By Giving List Women   |   May 20, 2024
Akashinga Sergeant Margaret Darawanda (right front) and Deputy Ranger Supervisor Petronella Chigumbura (left front) lead an Akashinga Ranger unit during a patrol in the bush at Phundundu, near Nyamakate, Zimbabwe. (photo credit: Davina Jogi)

The line of green-clad rangers step carefully through the dense foliage of a forest in Zimbabwe, rifles bouncing on their backs. The lead ranger raises two fingers in the air, and they all stop. In a clearing ahead, an elephant steps forward, tail swishing, unaware it’s being watched.
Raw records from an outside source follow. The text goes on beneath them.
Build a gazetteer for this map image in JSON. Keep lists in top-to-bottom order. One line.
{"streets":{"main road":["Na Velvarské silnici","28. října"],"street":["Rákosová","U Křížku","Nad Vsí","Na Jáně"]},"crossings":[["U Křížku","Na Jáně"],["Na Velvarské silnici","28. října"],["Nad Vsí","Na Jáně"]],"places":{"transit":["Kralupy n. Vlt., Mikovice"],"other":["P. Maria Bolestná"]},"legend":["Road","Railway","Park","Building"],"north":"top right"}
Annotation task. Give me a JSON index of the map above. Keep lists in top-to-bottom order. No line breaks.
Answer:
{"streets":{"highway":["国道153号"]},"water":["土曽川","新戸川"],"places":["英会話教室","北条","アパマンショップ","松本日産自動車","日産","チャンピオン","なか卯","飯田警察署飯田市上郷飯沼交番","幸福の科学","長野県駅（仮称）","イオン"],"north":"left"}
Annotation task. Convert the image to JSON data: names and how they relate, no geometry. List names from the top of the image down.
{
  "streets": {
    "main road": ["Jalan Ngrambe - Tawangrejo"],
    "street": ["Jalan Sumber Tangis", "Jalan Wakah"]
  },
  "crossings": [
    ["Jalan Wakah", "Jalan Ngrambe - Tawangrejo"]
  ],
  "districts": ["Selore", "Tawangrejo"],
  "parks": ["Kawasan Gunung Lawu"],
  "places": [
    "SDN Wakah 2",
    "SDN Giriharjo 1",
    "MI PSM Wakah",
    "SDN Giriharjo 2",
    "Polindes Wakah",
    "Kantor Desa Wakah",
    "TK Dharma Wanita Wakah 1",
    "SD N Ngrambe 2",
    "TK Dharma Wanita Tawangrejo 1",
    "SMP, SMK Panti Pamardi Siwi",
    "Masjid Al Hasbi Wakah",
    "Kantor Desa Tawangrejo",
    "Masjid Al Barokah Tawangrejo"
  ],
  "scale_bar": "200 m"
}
These are the Akashinga, a Shona word meaning “the Brave Ones,” trained in and tasked with the protection of the biodiversity of their home forests. Since these rangers began their work in 2017, they have transformed the local model of anti-poaching enforcement. Wildlife encounters have increased by 400 percent, whereas in the 16 years prior to Akashinga’s involvement, Zimbabwe’s mid-Lower Zambezi Valley had previously lost 8,000 elephants (40 percent of the entire elephant population in the region). And elephant poaching in this region has decreased by a staggering 90 percent.

The difference? The rangers are all women.

“I see these animals as my children,” says Petronella Chigumbura, deputy ranger supervisor and one of the original 16 rangers who undertook this training. “I will do anything to protect them.”

Zimbabwe, where Akashinga got its start, is home to the world’s second-largest population of elephants, an endangered species threatened by worsening droughts. As populations decline, they become more valuable to poachers and the threat of illegal poaching there, and across Africa, can increase dramatically.

Leadership of the Land

“Training was extremely hard,” Chigumbura says. “Up to that point, I had only been responsible for doing the dishes.” Akashinga approached her in 2017, when she was 29, recently divorced, a mother of two, and a survivor of domestic violence.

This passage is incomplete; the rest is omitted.